NEW YORK — In 2008, famed comic book artist Neal Adams and Holocaust historian Rafael Medoff teamed up to create a comic about Dina Babbitt, a Czech Jewish artist forced by the infamous Dr. Josef Mengele to paint watercolors of Roma prisoners in Auschwitz.
They hoped to bring attention to a little-known figure in the Holocaust.
But their work on the comic, published by Marvel, also led them to ponder a larger issue: The surprising degree to which comic books had addressed the genocide in Europe.
“We were surprised and impressed to discover that a number of mainstream comic books had taken on Holocaust-related themes in their story lines at various points over the years,” Medoff, the founding director of the David Wyman Institute for Holocaust Studies, told JTA.
Medoff and Adams — known for his iconic work on DC Comics’ Batman and Green Arrow — decided to explore how a genre aimed at entertaining youths tackled one of history’s darkest chapters.
The results of the research is their new book, We Spoke Out: Comic Books and the Holocaust, which was published last month and co-written with author and artist Craig Yoe.
In the decades immediately following WW II, many high school students did not learn about the Holocaust, Medoff told JTA.

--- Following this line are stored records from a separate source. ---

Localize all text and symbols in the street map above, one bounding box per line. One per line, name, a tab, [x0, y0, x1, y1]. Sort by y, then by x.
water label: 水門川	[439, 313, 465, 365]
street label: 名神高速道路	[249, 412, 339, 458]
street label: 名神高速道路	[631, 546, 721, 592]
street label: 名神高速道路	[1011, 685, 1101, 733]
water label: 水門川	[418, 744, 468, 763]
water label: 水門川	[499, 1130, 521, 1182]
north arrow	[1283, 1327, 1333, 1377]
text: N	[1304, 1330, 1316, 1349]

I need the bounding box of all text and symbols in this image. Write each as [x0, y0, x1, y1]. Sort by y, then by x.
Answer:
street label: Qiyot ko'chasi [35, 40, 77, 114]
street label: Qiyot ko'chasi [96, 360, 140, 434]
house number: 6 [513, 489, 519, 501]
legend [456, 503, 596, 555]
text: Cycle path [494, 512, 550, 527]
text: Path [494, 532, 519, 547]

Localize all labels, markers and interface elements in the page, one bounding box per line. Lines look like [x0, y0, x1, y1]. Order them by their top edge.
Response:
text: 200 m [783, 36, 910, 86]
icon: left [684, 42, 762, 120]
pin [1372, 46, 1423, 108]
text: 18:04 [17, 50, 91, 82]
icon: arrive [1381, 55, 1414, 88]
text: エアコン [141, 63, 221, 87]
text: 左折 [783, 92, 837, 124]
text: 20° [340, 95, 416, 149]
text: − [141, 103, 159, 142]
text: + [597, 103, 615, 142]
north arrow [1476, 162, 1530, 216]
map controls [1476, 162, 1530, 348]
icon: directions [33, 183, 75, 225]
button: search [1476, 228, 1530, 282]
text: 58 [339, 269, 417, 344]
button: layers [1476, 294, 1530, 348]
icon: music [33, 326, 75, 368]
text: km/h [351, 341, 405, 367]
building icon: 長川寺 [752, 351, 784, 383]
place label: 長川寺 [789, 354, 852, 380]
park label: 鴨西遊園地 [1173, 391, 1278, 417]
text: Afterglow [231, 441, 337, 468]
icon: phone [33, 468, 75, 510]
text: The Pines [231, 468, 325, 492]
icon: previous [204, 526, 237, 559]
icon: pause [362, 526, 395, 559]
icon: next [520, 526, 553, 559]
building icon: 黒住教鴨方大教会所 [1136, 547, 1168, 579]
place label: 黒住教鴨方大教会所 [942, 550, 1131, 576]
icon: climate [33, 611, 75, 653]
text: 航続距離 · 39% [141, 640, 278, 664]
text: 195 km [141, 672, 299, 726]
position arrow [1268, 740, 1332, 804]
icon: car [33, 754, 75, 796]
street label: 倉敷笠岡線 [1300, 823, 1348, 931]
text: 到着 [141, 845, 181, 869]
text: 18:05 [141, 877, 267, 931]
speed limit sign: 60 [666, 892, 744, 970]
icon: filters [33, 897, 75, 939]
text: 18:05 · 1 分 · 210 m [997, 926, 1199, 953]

“It struck us that comic books apparently were one of the ways in which American teenagers were learning about the Holocaust at a time when most of them were not learning about it in school,” he said.
Adams created three of the comics reproduced in full in the book: Night of the Reaper, a 1971 comic featuring Batman and Robin and a Holocaust survivor bent on revenge; Thou Shalt Not Kill!, a 1972 comic about a golem that kills Nazis in Prague; and The Last Outrage, the 2008 comic he created with Medoff about Babbitt’s life.
The book also features three works by the late Jewish comic book icon Joe Kubert, the Polish-born pioneer at DC Comics who founded the Kubert School for budding comics artists.
Captain America, a superhero who fought the Nazis in a comic book series that began in 1940, is featured in a 1979 comic about a Holocaust survivor’s experiences at a fictionalized concentration camp. Notably, it was the first time in the character’s long run that the persecution of the Jews was mentioned.
Many of the 18 comics in the book feature Holocaust survivors seeking vengeance against Nazis.
Jews wrote about or drew half the comics.
Adams, 76, said comics provide a way to present the horror of the Holocaust in a way that people can “endure it.”
As a 10-year-old living in West Germany, where his father was stationed with the US Army, he was shown three hours of footage of concentration camps being liberated. He was so traumatized by what he saw that he did not speak for a week afterward.
‘You’re just seeing it over and over again, the devastation, people living in their own filth, and after a while you just can’t,” he said of the experience.
“The idea of this [book] was to take this down to smaller chunks so that people could endure it.”
Yoe said comics also allow readers to take time to think about what they are learning.
“One of the advantages to comics over movies and TV is that you can read at your own pace, especially important stories like these,” he said. “You can stop and ponder a particular panel, or go back and look at the other thing.”
Comics have taken on other weighty issues, including racism, drug abuse and the environment, but such story lines are the exception.
“Most comic book stories of course are just about superheroes chasing supervillains, but there have been many important exceptions to that,” Medoff said.
The authors note several distinct ways the Holocaust was depicted at various times.
In the 1950s and early ‘60s, comics tended to portray the Holocaust in general terms, without references to Jews as the victims.
“It seemed to me as a historian that this reflected the general mindset in American society at that time, in the ‘50s and early ‘60s, which was to play down ethnic differences and to universalize the Holocaust as if it was something that kind of happened to everybody,” Medoff said.
In the following decades, he said, writers were more likely to explicitly identify Holocaust victims as Jewish.
Medoff believes the book can be a useful teaching aid in educating about the Holocaust.
“Unfortunately, classroom Holocaust education has not been as effective as we hoped it would be,” he said, citing a recent survey that found that many US millennials lacked basic knowledge about the Holocaust.”
“Anyone who’s even paying attention to modern politics ought to be warned that if you do not study history, you’re doomed to repeat it,” he said. “We’re on the crux of some very difficult times, and a book like this is a good reminder.”